Dans la Sainte Écriture, le feu qui symbolise la présence divine, comme on le constate dans l’épisode du buisson ardent (cf. Ex 3,14), symbolise aussi, “l’énergie transformante des actes de l’Esprit Saint ”[1]. Grâce à son sacrifice sur la croix, Jésus allait envoyer au monde cette énergie, ce feu. Cela dit, saint Ambroise précise : “ce n’est pas, bien sûr, un feu qui ravage, mais un feu qui génère une volonté bien disposée. (…) C’est le feu qui brûle les os des prophètes, comme le dit Jérémie : “c’était comme un feu brûlant enfermé dans mes os.” (Jr 20,9); (…) le feu dont parlent les disciples d’Emmaüs, que le Seigneur lui-même avait allumé dans leur cœur : “Notre cœur n’était-il pas tout brûlant lorsqu’Il nous parlait en chemin et nous expliquait les Écritures ?” (Lc 24,32)”[2].

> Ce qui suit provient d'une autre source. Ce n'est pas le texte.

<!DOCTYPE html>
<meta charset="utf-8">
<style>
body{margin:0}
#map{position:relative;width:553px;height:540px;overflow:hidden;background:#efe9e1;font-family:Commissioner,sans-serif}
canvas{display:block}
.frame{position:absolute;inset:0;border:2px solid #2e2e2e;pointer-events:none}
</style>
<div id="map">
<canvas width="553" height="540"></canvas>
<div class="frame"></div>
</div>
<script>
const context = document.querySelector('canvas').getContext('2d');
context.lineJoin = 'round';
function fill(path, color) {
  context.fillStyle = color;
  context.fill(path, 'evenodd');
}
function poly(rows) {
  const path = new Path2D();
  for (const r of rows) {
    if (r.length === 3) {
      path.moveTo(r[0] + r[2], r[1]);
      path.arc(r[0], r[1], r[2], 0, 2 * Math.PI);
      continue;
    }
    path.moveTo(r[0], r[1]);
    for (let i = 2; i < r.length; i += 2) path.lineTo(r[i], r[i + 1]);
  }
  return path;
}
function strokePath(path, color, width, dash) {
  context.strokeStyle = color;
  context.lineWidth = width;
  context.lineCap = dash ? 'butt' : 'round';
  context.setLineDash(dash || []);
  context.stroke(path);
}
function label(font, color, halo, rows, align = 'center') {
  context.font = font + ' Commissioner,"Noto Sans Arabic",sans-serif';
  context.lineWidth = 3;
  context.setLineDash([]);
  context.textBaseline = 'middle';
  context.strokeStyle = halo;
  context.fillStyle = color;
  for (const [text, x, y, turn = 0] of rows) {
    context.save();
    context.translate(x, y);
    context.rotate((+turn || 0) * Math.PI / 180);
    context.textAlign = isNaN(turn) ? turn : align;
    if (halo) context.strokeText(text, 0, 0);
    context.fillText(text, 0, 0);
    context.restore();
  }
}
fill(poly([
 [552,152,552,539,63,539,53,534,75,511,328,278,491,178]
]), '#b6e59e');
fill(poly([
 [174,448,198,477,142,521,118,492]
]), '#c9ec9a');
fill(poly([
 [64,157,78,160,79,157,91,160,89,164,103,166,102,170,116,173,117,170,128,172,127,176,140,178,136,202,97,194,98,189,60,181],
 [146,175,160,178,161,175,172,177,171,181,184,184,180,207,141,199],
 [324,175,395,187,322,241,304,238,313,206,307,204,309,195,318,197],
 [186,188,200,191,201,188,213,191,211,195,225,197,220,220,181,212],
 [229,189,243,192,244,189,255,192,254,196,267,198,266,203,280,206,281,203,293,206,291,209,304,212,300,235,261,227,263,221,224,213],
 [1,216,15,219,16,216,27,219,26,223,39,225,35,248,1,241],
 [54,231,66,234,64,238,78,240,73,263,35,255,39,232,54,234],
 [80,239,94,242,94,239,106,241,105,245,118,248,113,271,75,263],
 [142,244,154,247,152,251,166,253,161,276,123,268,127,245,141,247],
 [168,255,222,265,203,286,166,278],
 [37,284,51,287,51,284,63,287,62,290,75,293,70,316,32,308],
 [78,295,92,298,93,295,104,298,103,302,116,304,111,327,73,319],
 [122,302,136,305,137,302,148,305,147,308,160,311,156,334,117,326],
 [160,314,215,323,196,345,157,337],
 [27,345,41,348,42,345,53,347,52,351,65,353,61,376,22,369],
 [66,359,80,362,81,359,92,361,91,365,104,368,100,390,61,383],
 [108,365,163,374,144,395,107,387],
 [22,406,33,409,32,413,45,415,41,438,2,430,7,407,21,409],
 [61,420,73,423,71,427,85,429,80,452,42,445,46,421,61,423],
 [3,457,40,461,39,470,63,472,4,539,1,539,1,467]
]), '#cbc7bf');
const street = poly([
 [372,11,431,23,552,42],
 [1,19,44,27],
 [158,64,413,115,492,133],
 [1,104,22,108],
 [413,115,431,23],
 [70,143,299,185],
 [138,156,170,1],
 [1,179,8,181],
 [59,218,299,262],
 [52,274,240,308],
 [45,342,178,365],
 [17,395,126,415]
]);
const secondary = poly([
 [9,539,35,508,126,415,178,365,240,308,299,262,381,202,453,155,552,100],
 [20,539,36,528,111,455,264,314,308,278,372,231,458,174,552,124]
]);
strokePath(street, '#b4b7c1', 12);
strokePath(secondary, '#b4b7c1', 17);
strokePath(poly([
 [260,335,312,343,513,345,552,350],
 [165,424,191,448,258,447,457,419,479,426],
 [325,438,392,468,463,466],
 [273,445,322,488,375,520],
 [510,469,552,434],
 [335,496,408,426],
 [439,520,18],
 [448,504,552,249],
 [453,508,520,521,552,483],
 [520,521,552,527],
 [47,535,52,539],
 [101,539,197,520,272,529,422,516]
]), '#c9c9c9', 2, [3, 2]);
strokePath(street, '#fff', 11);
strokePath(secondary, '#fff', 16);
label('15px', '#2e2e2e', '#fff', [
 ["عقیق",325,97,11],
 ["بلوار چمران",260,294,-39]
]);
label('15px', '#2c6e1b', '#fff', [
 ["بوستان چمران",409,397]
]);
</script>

Tout au long de l’histoire, ce désir de Jésus de faire brûler les cœurs a pris chez d’innombrables personnes qui ont su y correspondre généreusement. Ainsi, saint Josémaria parlait de sa réaction personnelle: “lorsque je pressentais que le Seigneur voulait quelque chose et que je ne savais pas ce que c’était, je disais à grands cris, en chantant, comme je pouvais ! ces mots que vous avez sûrement dits, sinon de vive voix, au moins du fond du cœur en les savourant : ignem veni mittere in terram et quid volo nisi ut accendatur? (Lc 12, 49) : Je suis venu apporter un feu sur la terre, et comme je voudrais qu’il fût déjà allumé ! Et je répondais : ecce ego quia vocasti me! (1 Reg 3, 9), me voici parce que tu m’as appelé"[3]. Demandons-nous si nous avons le courage et la disponibilité des saints pour permettre que Dieu agisse en nous, si notre dialogue quotidien avec Lui embrase notre cœur comme ce fut le cas des disciples d’Emmaüs ; si nous permettons que l’Esprit Saint nous pousse comme eux à l’annoncer à d’autres, pleins de joie et avec le même souci apostolique.

Pour provoquer l’incendie d’amour que Jésus cherchait, il devait d’abord subir sa passion, ce ‘baptême’ dont il parle, et qui le fait s’écrier : “comme je voudrais qu’il fût déjà allumé!”, non pas tant à cause de la peur de la mort que par le désir aimant de son accomplissement. Et Jésus d’ajouter qu’il est venu apporter non pas la paix mais la division y compris au sein de la famille. Cela dit “Jésus ne tient pas à diviser les hommes entre eux – dit le pape François – au contraire : Jésus est notre paix, notre réconciliation. Mais cette paix-là n’est pas la paix des sépulcres, n’est pas la neutralité. Jésus n’instaure pas la neutralité, cette paix n’est pas un arrangement à n’importe quel prix. Suivre Jésus comporte un renoncement au mal, à l’égoïsme et un choix du bien, de la vérité, de la justice, y compris lorsque cela nous demande de nous sacrifier et de renoncer à nos propres intérêts. Et, bien entendu, cela divise, nous le savons bien, cela provoque la division y compris dans nos relations les plus proches. Mais, attention !, ce n’est pas Jésus qui divise. Lui ne fait qu’établir ce critère : vivre pour soi-même ou vivre pour Dieu et pour les autres ; se faire servir, ou servir ; être soumis à son moi ou obéir au bon Dieu. Et c’est là où Jésus devient « un signe de contradiction » (Lc 2, 34)”[4].


[1] CEC, n. 696.

[2] Saint Ambroise, Tract. In Luc. 7,131.

[3] Saint Josémaría, Notes prises lors d’une méditation, Roma, 2-X-1962; AGP, sec A, liasse 51 dans P. Rodríguez, Camino. Edición crítico-histórica, Rialp, Madrid 2002, p. 872.

[4] Pape François, Angélus, 18 août 2013.